▸ What to work on
Search each line of the data for the word "綾川国分寺線"; copy every line where it is found.

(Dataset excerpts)
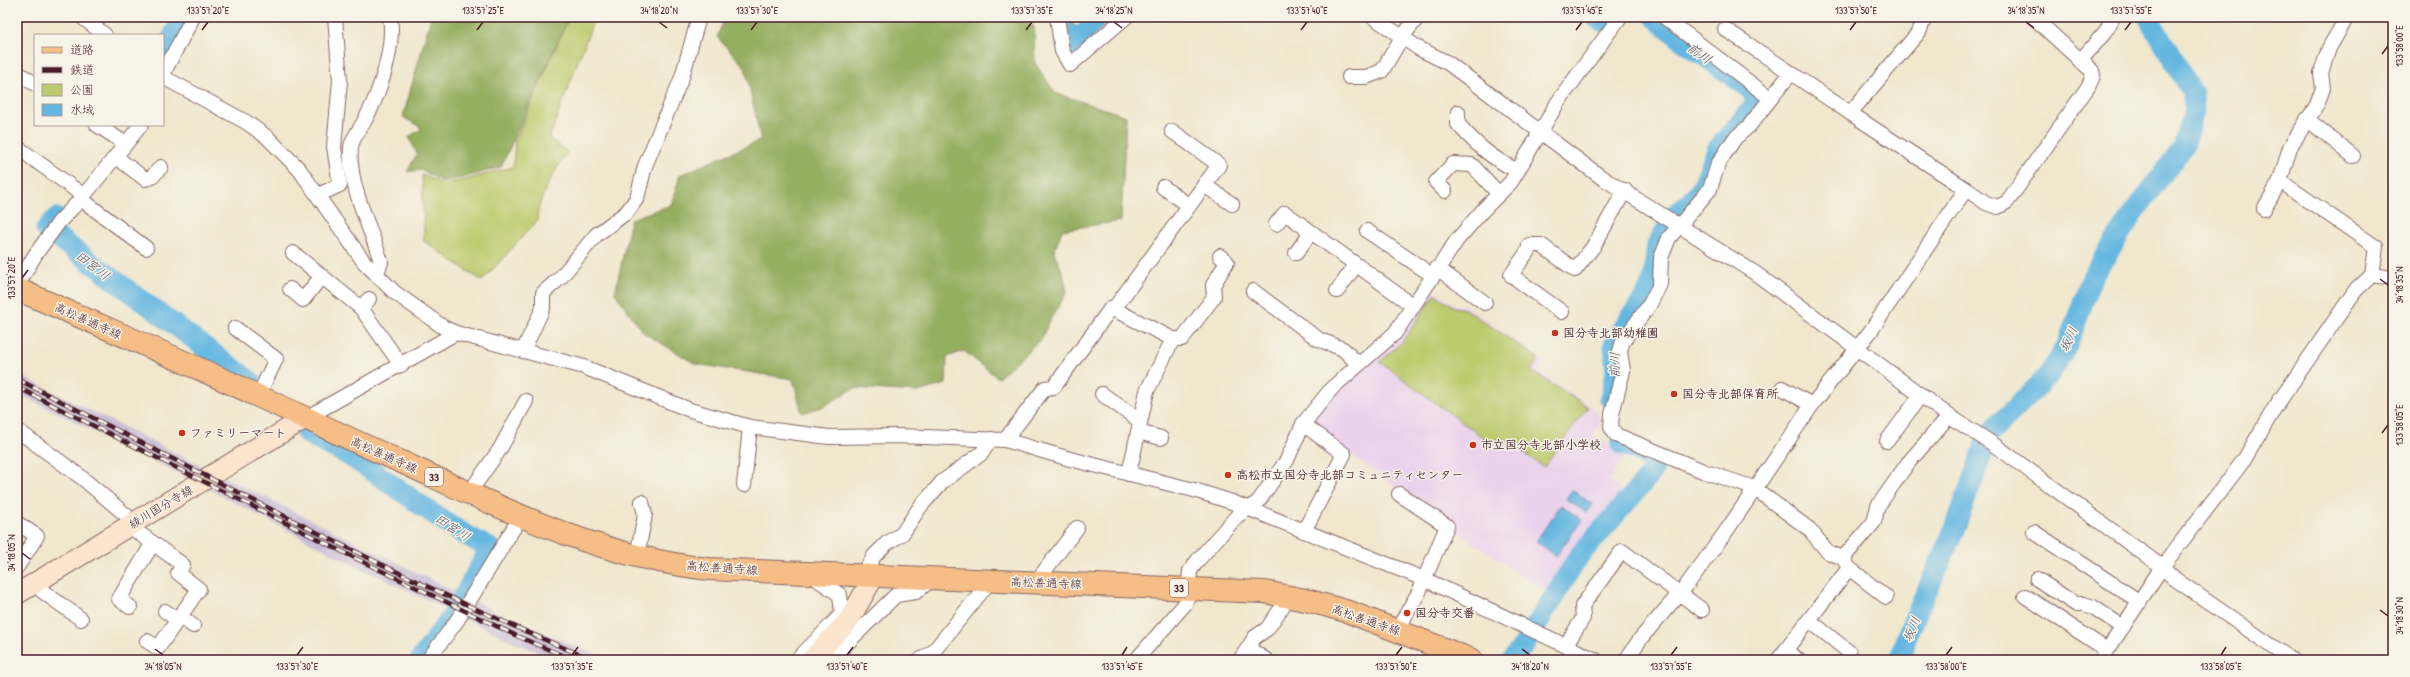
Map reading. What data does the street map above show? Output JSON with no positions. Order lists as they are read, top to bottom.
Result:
{
  "streets": {
    "main road": ["高松善通寺線", "33", "綾川国分寺線"]
  },
  "crossings": [
    ["高松善通寺線", "綾川国分寺線"]
  ],
  "water": ["前川", "田宮川", "坂川"],
  "places": [
    "国分寺北部幼稚園",
    "国分寺北部保育所",
    "ファミリーマート",
    "市立国分寺北部小学校",
    "高松市立国分寺北部コミュニティセンター",
    "国分寺交番"
  ],
  "legend": [
    "道路",
    "鉄道",
    "公園",
    "水域"
  ],
  "coordinates": [
    "133°57'20\"E",
    "133°57'25\"E",
    "34°18'20\"N",
    "133°57'30\"E",
    "133°57'35\"E",
    "34°18'25\"N",
    "133°57'40\"E",
    "133°57'45\"E",
    "133°57'50\"E",
    "34°18'35\"N",
    "133°57'55\"E",
    "133°58'00\"E",
    "133°58'05\"E",
    "34°18'05\"N",
    "34°18'30\"N"
  ]
}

▸ Exercise output
    "main road": ["高松善通寺線", "33", "綾川国分寺線"]
    ["高松善通寺線", "綾川国分寺線"]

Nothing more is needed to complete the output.